= Beginning of Section =

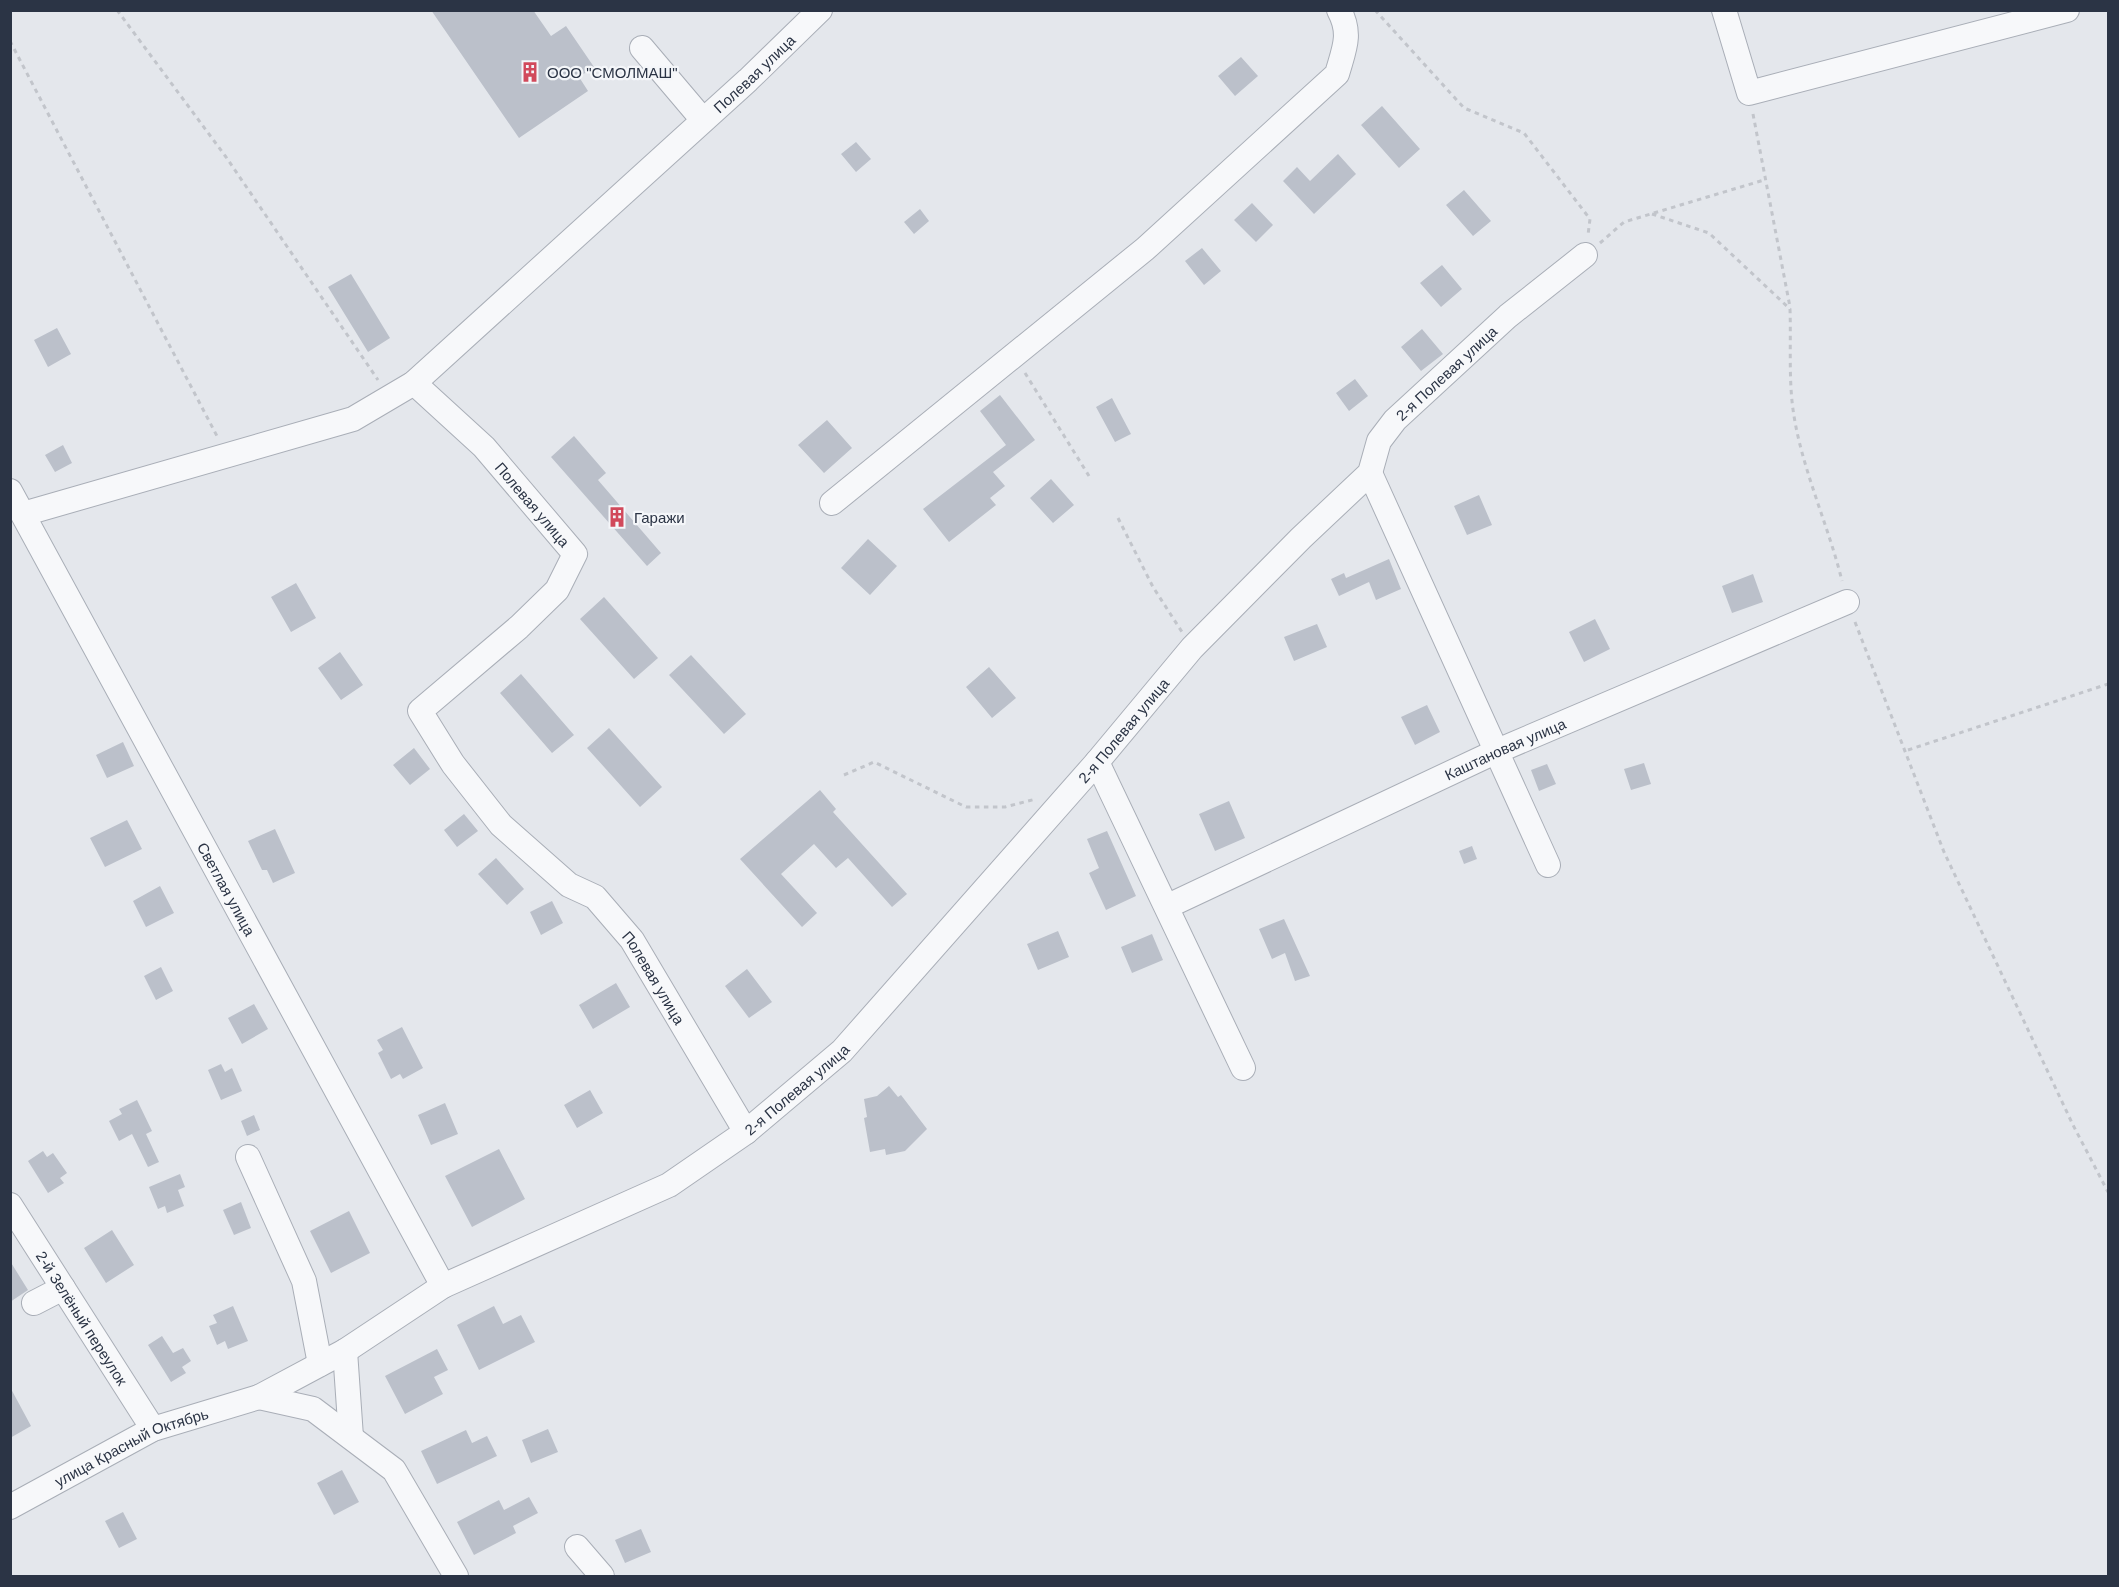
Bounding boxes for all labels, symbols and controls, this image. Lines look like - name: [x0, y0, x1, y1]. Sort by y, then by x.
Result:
- street label: Полевая улица: [710, 30, 799, 116]
- building icon: ООО "СМОЛМАШ": [518, 60, 542, 84]
- place label: ООО "СМОЛМАШ": [547, 64, 678, 81]
- street label: 2-я Полевая улица: [1392, 322, 1501, 424]
- street label: Полевая улица: [492, 459, 574, 550]
- building icon: Гаражи: [605, 505, 629, 529]
- place label: Гаражи: [634, 509, 685, 526]
- street label: 2-я Полевая улица: [1074, 674, 1172, 786]
- street label: Каштановая улица: [1442, 714, 1569, 783]
- street label: Светлая улица: [194, 839, 259, 939]
- street label: Полевая улица: [619, 927, 689, 1028]
- street label: 2-я Полевая улица: [741, 1040, 853, 1138]
- street label: 2-й Зелёный переулок: [33, 1248, 131, 1388]
- street label: улица Красный Октябрь: [51, 1404, 210, 1490]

= End of Section =

Work item:
Every record is to be reproduced exactly, with no pictures included.

Response area:
Bounding boxes for all labels, symbols and controls, this image. Lines look like - name: [x0, y0, x1, y1]. Sort by y, then by x.
Result:
- street label: Полевая улица: [710, 30, 799, 116]
- building icon: ООО "СМОЛМАШ": [518, 60, 542, 84]
- place label: ООО "СМОЛМАШ": [547, 64, 678, 81]
- street label: 2-я Полевая улица: [1392, 322, 1501, 424]
- street label: Полевая улица: [492, 459, 574, 550]
- building icon: Гаражи: [605, 505, 629, 529]
- place label: Гаражи: [634, 509, 685, 526]
- street label: 2-я Полевая улица: [1074, 674, 1172, 786]
- street label: Каштановая улица: [1442, 714, 1569, 783]
- street label: Светлая улица: [194, 839, 259, 939]
- street label: Полевая улица: [619, 927, 689, 1028]
- street label: 2-я Полевая улица: [741, 1040, 853, 1138]
- street label: 2-й Зелёный переулок: [33, 1248, 131, 1388]
- street label: улица Красный Октябрь: [51, 1404, 210, 1490]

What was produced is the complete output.